START Dataset content
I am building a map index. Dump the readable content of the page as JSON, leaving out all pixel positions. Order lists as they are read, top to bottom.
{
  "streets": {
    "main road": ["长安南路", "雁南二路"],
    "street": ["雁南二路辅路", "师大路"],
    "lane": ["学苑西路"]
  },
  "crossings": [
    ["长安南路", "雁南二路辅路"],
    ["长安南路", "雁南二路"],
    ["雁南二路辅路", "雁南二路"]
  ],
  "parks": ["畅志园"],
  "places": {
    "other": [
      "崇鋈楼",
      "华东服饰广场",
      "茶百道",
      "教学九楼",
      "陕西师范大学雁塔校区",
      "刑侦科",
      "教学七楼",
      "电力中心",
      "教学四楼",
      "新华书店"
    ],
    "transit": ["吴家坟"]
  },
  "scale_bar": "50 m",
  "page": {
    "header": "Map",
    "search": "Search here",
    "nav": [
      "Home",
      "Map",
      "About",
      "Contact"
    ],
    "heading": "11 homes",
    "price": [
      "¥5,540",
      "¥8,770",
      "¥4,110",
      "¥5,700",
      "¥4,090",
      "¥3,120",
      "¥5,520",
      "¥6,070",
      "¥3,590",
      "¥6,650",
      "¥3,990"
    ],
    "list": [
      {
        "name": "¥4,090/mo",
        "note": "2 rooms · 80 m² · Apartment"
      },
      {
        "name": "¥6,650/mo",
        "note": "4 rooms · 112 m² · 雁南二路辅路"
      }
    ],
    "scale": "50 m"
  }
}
END Dataset content
Task statement: Set down the data exactly.

Task output:
I am building a map index. Dump the readable content of the page as JSON, leaving out all pixel positions. Order lists as they are read, top to bottom.
{
  "streets": {
    "main road": ["长安南路", "雁南二路"],
    "street": ["雁南二路辅路", "师大路"],
    "lane": ["学苑西路"]
  },
  "crossings": [
    ["长安南路", "雁南二路辅路"],
    ["长安南路", "雁南二路"],
    ["雁南二路辅路", "雁南二路"]
  ],
  "parks": ["畅志园"],
  "places": {
    "other": [
      "崇鋈楼",
      "华东服饰广场",
      "茶百道",
      "教学九楼",
      "陕西师范大学雁塔校区",
      "刑侦科",
      "教学七楼",
      "电力中心",
      "教学四楼",
      "新华书店"
    ],
    "transit": ["吴家坟"]
  },
  "scale_bar": "50 m",
  "page": {
    "header": "Map",
    "search": "Search here",
    "nav": [
      "Home",
      "Map",
      "About",
      "Contact"
    ],
    "heading": "11 homes",
    "price": [
      "¥5,540",
      "¥8,770",
      "¥4,110",
      "¥5,700",
      "¥4,090",
      "¥3,120",
      "¥5,520",
      "¥6,070",
      "¥3,590",
      "¥6,650",
      "¥3,990"
    ],
    "list": [
      {
        "name": "¥4,090/mo",
        "note": "2 rooms · 80 m² · Apartment"
      },
      {
        "name": "¥6,650/mo",
        "note": "4 rooms · 112 m² · 雁南二路辅路"
      }
    ],
    "scale": "50 m"
  }
}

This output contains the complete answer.